EXERCISE DATA section start
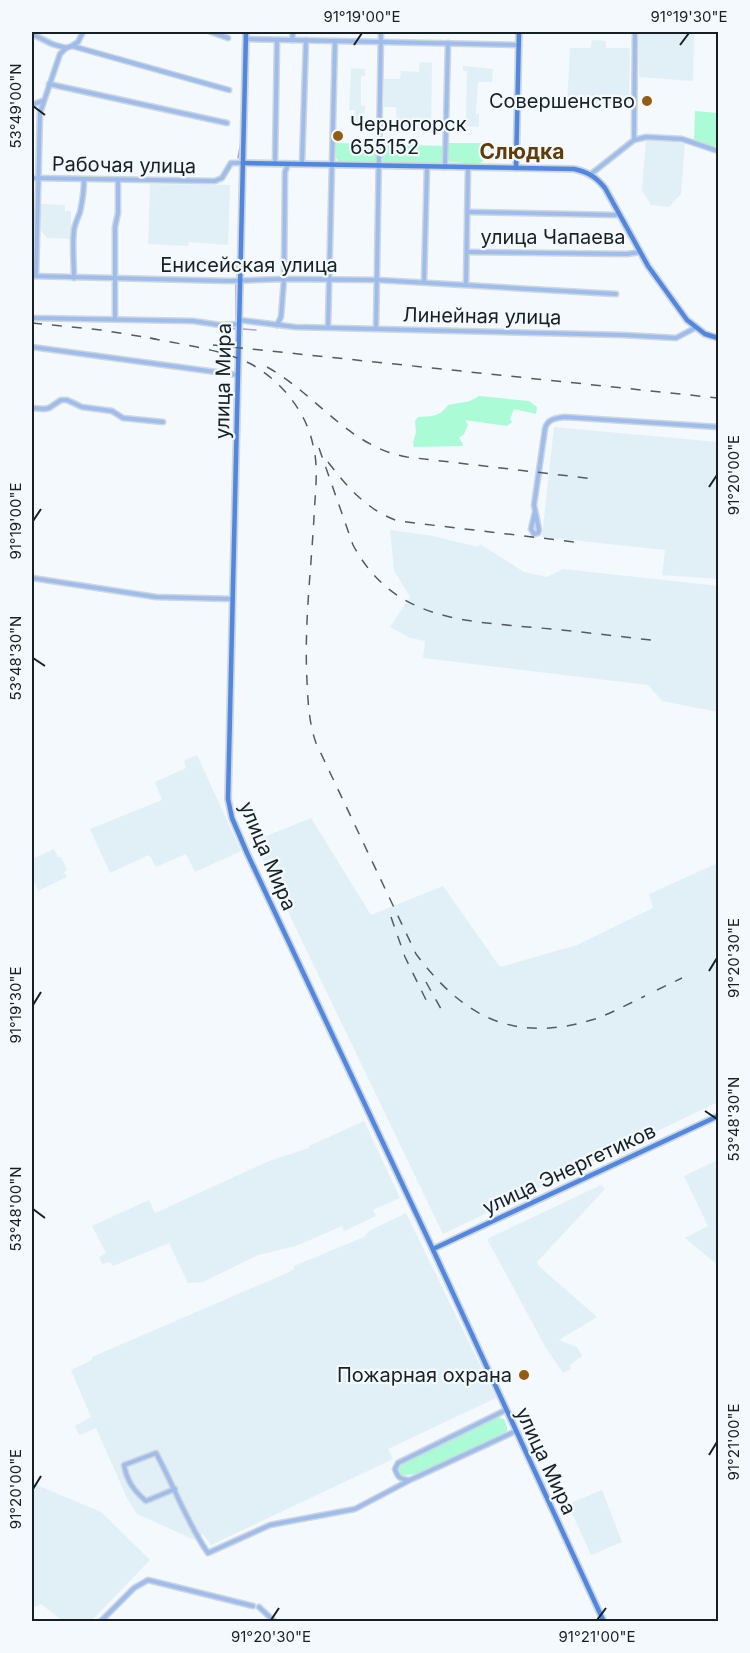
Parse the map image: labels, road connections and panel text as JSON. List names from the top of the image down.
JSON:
{
  "streets": {
    "main road": ["улица Чапаева", "улица Мира", "улица Энергетиков"],
    "street": ["Рабочая улица", "Енисейская улица", "Линейная улица"]
  },
  "crossings": [
    ["Рабочая улица", "улица Мира"],
    ["улица Чапаева", "Линейная улица"],
    ["Енисейская улица", "улица Мира"],
    ["Линейная улица", "улица Мира"],
    ["улица Мира", "улица Энергетиков"]
  ],
  "districts": ["Слюдка"],
  "places": ["Совершенство", "Черногорск 655152", "Пожарная охрана"],
  "coordinates": [
    "91°19'00\"E",
    "91°19'30\"E",
    "53°49'00\"N",
    "91°20'00\"E",
    "53°48'30\"N",
    "91°20'30\"E",
    "53°48'00\"N",
    "91°21'00\"E"
  ]
}
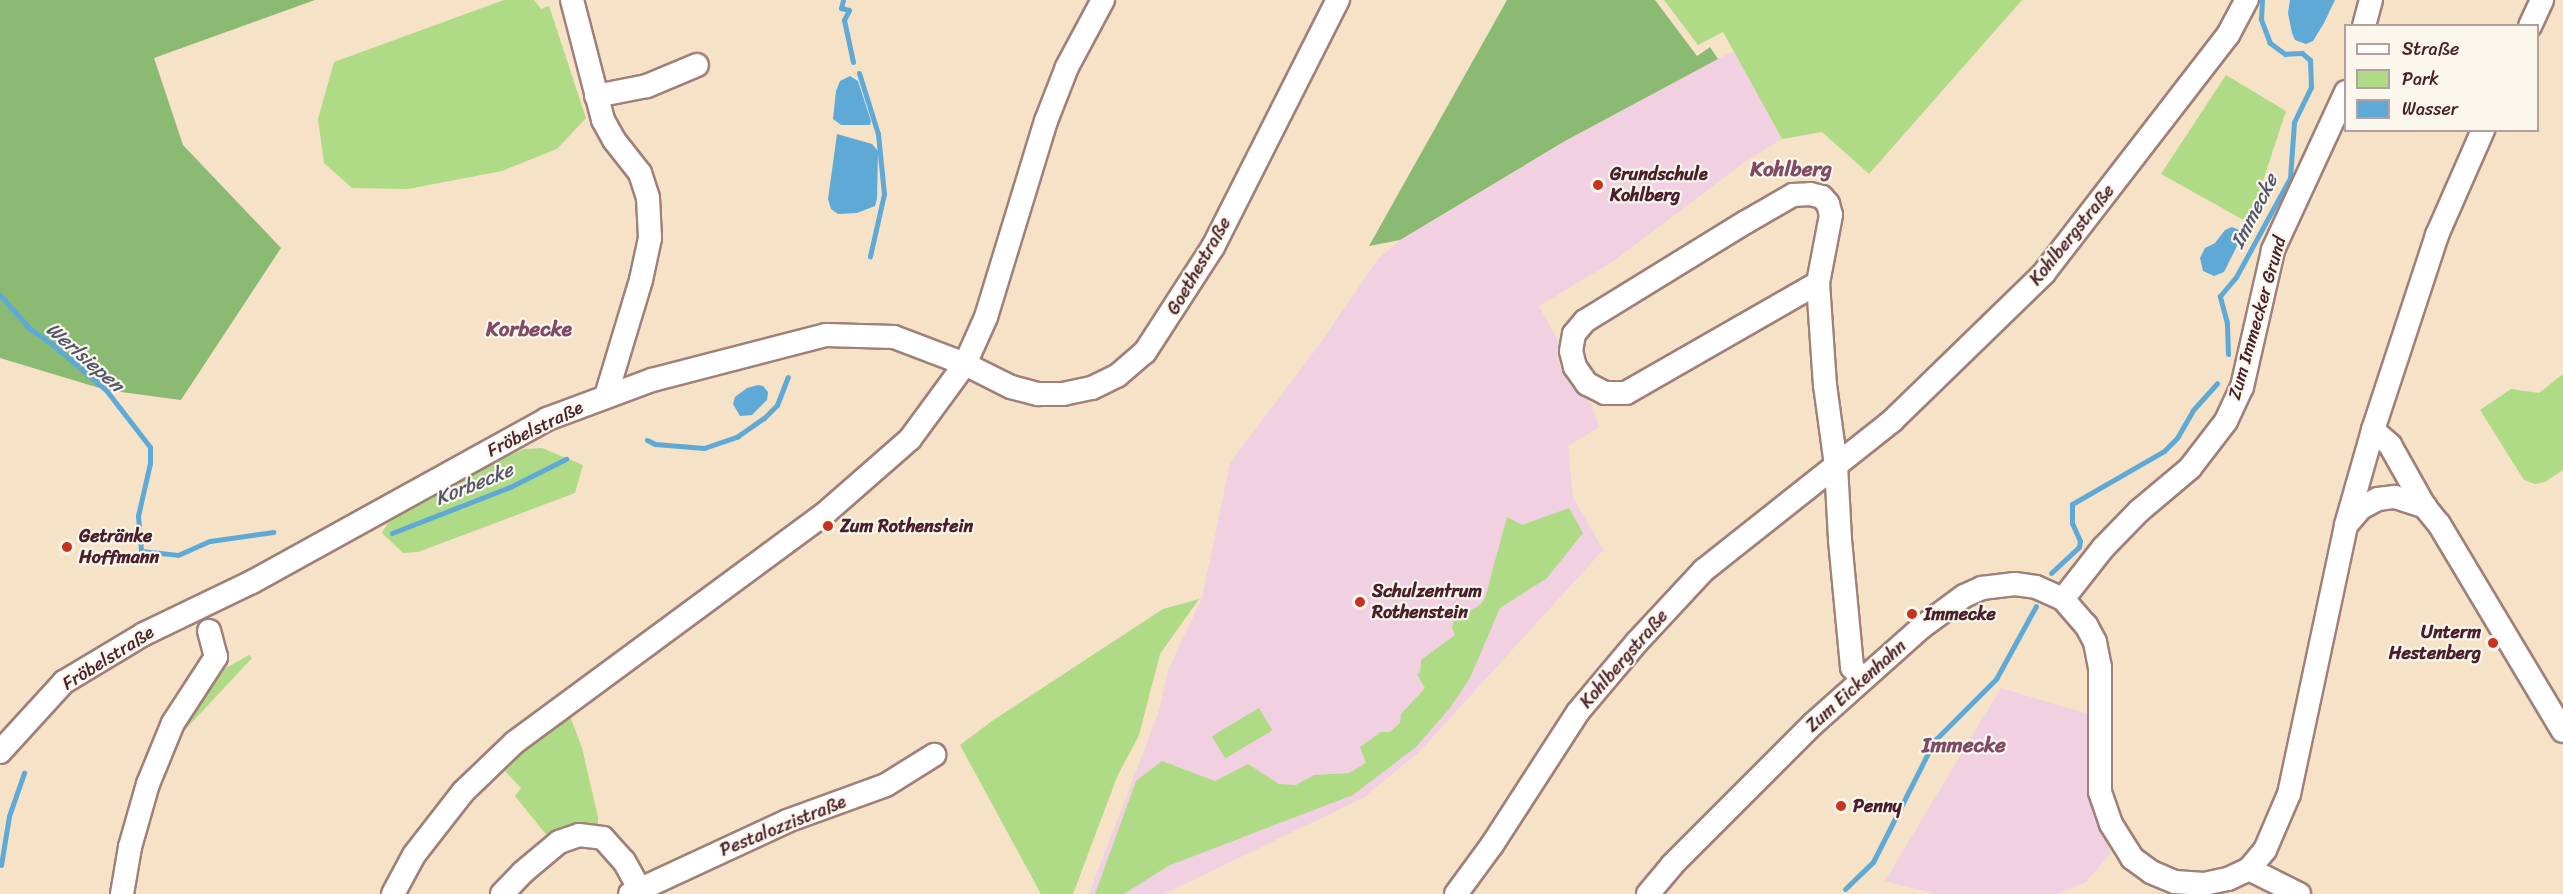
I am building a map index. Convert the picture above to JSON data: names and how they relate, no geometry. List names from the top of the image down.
{
  "streets": {
    "street": [
      "Kohlbergstraße",
      "Goethestraße",
      "Zum Immecker Grund",
      "Fröbelstraße",
      "Zum Eickenhahn",
      "Pestalozzistraße"
    ]
  },
  "crossings": [
    ["Goethestraße", "Fröbelstraße"],
    ["Zum Immecker Grund", "Zum Eickenhahn"]
  ],
  "districts": ["Kohlberg", "Korbecke", "Immecke"],
  "water": ["Immecke", "Werlsiepen", "Korbecke"],
  "places": [
    "Grundschule Kohlberg",
    "Zum Rothenstein",
    "Getränke Hoffmann",
    "Schulzentrum Rothenstein",
    "Immecke",
    "Unterm Hestenberg",
    "Penny"
  ],
  "legend": ["Straße", "Park", "Wasser"]
}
EXERCISE DATA section end
▶ **WHAT THE TASK REQUIRES**
What is needed is a word-for-word restatement of the entries, minus any pictures.

▶ **TASK RESPONSE**
Parse the map image: labels, road connections and panel text as JSON. List names from the top of the image down.
JSON:
{
  "streets": {
    "main road": ["улица Чапаева", "улица Мира", "улица Энергетиков"],
    "street": ["Рабочая улица", "Енисейская улица", "Линейная улица"]
  },
  "crossings": [
    ["Рабочая улица", "улица Мира"],
    ["улица Чапаева", "Линейная улица"],
    ["Енисейская улица", "улица Мира"],
    ["Линейная улица", "улица Мира"],
    ["улица Мира", "улица Энергетиков"]
  ],
  "districts": ["Слюдка"],
  "places": ["Совершенство", "Черногорск 655152", "Пожарная охрана"],
  "coordinates": [
    "91°19'00\"E",
    "91°19'30\"E",
    "53°49'00\"N",
    "91°20'00\"E",
    "53°48'30\"N",
    "91°20'30\"E",
    "53°48'00\"N",
    "91°21'00\"E"
  ]
}
I am building a map index. Convert the picture above to JSON data: names and how they relate, no geometry. List names from the top of the image down.
{
  "streets": {
    "street": [
      "Kohlbergstraße",
      "Goethestraße",
      "Zum Immecker Grund",
      "Fröbelstraße",
      "Zum Eickenhahn",
      "Pestalozzistraße"
    ]
  },
  "crossings": [
    ["Goethestraße", "Fröbelstraße"],
    ["Zum Immecker Grund", "Zum Eickenhahn"]
  ],
  "districts": ["Kohlberg", "Korbecke", "Immecke"],
  "water": ["Immecke", "Werlsiepen", "Korbecke"],
  "places": [
    "Grundschule Kohlberg",
    "Zum Rothenstein",
    "Getränke Hoffmann",
    "Schulzentrum Rothenstein",
    "Immecke",
    "Unterm Hestenberg",
    "Penny"
  ],
  "legend": ["Straße", "Park", "Wasser"]
}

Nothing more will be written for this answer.